Во время ночёвок на станциях в распоряжении Соловьёва и казака были две юрты и палатка, которые полагались дипломату как «второму посланнику». Выходил начальник кочевья в красном парадном кафтане и встречал прибывшего. Он протягивал ему обе руки ладонями вверх, а дипломат клал на них плашмя свои ладони — таковы были жесты монгольского безграничного гостеприимства.
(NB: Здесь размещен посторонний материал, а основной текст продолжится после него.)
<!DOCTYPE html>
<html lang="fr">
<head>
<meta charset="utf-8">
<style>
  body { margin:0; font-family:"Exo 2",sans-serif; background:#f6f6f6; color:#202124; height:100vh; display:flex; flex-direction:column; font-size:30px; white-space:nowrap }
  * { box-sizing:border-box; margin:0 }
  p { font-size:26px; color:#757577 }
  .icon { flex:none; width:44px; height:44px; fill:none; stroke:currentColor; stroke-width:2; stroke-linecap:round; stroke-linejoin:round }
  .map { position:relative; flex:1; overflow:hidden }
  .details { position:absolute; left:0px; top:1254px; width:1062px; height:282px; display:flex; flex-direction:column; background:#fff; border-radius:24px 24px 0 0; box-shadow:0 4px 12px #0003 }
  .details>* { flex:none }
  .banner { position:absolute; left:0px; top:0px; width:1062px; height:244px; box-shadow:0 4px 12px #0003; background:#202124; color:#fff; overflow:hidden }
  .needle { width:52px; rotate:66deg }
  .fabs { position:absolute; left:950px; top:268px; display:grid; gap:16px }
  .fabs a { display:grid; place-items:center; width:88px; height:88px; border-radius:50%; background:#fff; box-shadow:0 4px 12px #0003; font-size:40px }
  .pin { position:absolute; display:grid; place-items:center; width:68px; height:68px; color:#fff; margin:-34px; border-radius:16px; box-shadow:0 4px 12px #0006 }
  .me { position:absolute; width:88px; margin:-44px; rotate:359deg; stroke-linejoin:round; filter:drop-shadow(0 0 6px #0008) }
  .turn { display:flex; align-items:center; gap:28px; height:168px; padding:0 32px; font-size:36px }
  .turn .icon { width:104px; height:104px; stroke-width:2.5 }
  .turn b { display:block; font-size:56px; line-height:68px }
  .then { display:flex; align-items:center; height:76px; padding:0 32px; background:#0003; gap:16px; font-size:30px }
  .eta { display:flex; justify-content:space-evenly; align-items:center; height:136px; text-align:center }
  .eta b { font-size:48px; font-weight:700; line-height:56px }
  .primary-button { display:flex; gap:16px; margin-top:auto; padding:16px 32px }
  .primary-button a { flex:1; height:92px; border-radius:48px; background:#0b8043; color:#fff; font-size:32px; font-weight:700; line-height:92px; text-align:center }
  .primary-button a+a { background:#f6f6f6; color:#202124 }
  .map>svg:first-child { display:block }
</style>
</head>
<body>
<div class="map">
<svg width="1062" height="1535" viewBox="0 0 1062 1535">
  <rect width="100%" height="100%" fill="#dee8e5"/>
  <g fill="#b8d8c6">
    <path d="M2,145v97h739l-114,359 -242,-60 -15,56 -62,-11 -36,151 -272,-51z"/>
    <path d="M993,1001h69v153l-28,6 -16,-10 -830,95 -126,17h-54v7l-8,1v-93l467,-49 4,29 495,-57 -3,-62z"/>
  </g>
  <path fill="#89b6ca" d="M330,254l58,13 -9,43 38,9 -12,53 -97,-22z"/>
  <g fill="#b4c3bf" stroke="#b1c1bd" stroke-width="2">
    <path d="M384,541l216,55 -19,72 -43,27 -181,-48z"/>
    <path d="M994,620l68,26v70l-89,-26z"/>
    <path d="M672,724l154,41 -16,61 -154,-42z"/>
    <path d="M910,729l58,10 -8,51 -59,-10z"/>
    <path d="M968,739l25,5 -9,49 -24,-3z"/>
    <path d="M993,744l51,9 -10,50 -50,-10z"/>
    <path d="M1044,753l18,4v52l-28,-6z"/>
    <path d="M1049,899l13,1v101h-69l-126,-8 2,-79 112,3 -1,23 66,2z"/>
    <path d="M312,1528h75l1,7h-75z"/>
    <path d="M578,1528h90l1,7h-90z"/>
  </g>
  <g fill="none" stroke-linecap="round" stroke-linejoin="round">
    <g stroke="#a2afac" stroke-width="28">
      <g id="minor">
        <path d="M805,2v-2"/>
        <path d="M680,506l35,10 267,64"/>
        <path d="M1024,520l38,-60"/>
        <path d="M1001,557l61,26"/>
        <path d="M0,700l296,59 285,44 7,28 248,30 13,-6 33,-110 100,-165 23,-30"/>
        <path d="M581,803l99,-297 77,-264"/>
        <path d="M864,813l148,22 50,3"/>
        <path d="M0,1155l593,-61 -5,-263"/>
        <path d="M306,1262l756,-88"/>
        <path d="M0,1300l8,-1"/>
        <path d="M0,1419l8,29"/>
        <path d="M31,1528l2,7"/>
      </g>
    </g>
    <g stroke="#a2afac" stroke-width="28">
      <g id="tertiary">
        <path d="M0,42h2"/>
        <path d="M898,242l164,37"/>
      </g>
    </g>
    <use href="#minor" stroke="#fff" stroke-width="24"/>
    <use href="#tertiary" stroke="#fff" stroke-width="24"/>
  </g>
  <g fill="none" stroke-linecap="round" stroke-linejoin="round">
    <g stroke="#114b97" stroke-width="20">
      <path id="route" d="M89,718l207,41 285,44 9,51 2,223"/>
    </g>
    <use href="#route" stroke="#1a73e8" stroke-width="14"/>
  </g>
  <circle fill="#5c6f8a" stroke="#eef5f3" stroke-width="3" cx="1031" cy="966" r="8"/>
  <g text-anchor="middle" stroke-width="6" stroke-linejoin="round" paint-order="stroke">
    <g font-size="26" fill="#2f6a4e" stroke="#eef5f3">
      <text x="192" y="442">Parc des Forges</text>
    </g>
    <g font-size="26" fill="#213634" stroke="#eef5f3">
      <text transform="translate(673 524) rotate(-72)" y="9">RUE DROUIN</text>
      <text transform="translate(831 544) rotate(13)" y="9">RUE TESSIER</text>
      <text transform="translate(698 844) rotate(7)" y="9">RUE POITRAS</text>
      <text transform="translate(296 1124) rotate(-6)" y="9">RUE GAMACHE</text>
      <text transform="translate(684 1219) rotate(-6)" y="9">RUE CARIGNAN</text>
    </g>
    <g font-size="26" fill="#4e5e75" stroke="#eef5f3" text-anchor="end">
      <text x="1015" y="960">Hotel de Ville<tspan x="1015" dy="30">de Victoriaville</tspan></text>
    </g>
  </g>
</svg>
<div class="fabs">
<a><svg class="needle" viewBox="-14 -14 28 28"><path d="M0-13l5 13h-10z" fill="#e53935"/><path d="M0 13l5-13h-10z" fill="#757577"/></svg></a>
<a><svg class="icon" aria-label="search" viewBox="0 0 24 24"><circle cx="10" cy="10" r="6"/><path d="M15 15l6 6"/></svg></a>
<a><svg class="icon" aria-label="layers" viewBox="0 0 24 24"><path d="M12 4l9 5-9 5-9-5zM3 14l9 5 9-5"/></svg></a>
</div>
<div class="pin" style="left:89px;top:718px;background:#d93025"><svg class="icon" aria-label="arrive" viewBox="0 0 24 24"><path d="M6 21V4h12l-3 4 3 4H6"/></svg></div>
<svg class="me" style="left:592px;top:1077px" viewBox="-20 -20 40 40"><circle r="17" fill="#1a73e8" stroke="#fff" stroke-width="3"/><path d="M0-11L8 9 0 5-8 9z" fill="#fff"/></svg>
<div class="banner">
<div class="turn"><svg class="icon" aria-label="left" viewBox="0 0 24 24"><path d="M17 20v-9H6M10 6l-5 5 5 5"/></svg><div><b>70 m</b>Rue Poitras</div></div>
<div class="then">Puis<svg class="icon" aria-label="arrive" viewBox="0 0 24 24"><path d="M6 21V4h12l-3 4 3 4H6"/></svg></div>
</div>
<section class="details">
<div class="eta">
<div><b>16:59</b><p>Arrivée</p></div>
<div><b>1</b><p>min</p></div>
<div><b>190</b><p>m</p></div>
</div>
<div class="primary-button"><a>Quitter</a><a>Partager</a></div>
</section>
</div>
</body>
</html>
Монгольское гостеприимство уступало, возможно, лишь монгольской честности. Однажды Соловьёв уронил золотые часы и спохватился, проехав много вёрст. Они были ему доставлены на одной из следующих станций, правда, растоптанные копытом лошади. Приводили на показ барана, которого тут же резали, и казак, заплативший за него три серебряных рубля, делал шашлык на костре из кизяка[51]. За более мелкие услуги, например за помощь в преодолении рек, Соловьёв расплачивался с монголами кусочками серебряного рубля. Запах жареной баранины, пропитавший всех монголов, их жилища и даже степи, преследовал Соловьёва чуть ли не до самого Петербурга. Тишина, от которой звенело в ушах, небо в звёздах и полная безопасность окружали путешествующих в монгольской степи.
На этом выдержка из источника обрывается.